Exercise
Leave the pictures out and write out the rest of the listing word for word.

Information supplied

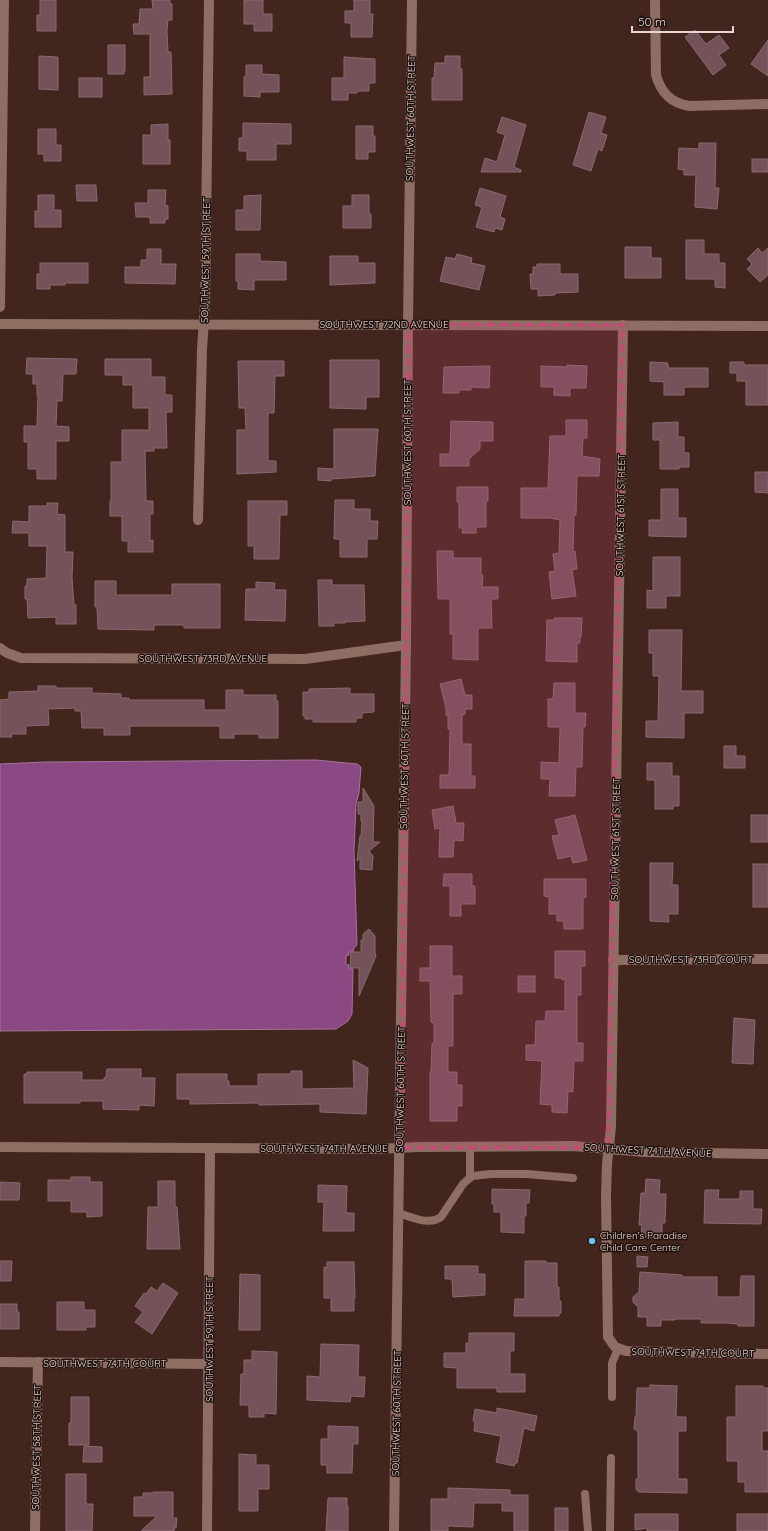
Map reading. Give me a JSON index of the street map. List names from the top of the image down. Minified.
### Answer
{"streets":{"street":["SOUTHWEST 60TH STREET","SOUTHWEST 59TH STREET","SOUTHWEST 72ND AVENUE","SOUTHWEST 61ST STREET","SOUTHWEST 73RD AVENUE","SOUTHWEST 73RD COURT","SOUTHWEST 74TH AVENUE","SOUTHWEST 74TH COURT","SOUTHWEST 58TH STREET"]},"crossings":[["SOUTHWEST 60TH STREET","SOUTHWEST 72ND AVENUE"],["SOUTHWEST 60TH STREET","SOUTHWEST 73RD AVENUE"],["SOUTHWEST 60TH STREET","SOUTHWEST 74TH AVENUE"],["SOUTHWEST 59TH STREET","SOUTHWEST 72ND AVENUE"],["SOUTHWEST 59TH STREET","SOUTHWEST 74TH AVENUE"],["SOUTHWEST 59TH STREET","SOUTHWEST 74TH COURT"],["SOUTHWEST 72ND AVENUE","SOUTHWEST 61ST STREET"],["SOUTHWEST 61ST STREET","SOUTHWEST 73RD COURT"],["SOUTHWEST 61ST STREET","SOUTHWEST 74TH AVENUE"],["SOUTHWEST 61ST STREET","SOUTHWEST 74TH COURT"],["SOUTHWEST 74TH COURT","SOUTHWEST 58TH STREET"]],"places":["Children's Paradise Child Care Center"],"scale_bar":"50 m"}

Reply
Map reading. Give me a JSON index of the street map. List names from the top of the image down. Minified.
### Answer
{"streets":{"street":["SOUTHWEST 60TH STREET","SOUTHWEST 59TH STREET","SOUTHWEST 72ND AVENUE","SOUTHWEST 61ST STREET","SOUTHWEST 73RD AVENUE","SOUTHWEST 73RD COURT","SOUTHWEST 74TH AVENUE","SOUTHWEST 74TH COURT","SOUTHWEST 58TH STREET"]},"crossings":[["SOUTHWEST 60TH STREET","SOUTHWEST 72ND AVENUE"],["SOUTHWEST 60TH STREET","SOUTHWEST 73RD AVENUE"],["SOUTHWEST 60TH STREET","SOUTHWEST 74TH AVENUE"],["SOUTHWEST 59TH STREET","SOUTHWEST 72ND AVENUE"],["SOUTHWEST 59TH STREET","SOUTHWEST 74TH AVENUE"],["SOUTHWEST 59TH STREET","SOUTHWEST 74TH COURT"],["SOUTHWEST 72ND AVENUE","SOUTHWEST 61ST STREET"],["SOUTHWEST 61ST STREET","SOUTHWEST 73RD COURT"],["SOUTHWEST 61ST STREET","SOUTHWEST 74TH AVENUE"],["SOUTHWEST 61ST STREET","SOUTHWEST 74TH COURT"],["SOUTHWEST 74TH COURT","SOUTHWEST 58TH STREET"]],"places":["Children's Paradise Child Care Center"],"scale_bar":"50 m"}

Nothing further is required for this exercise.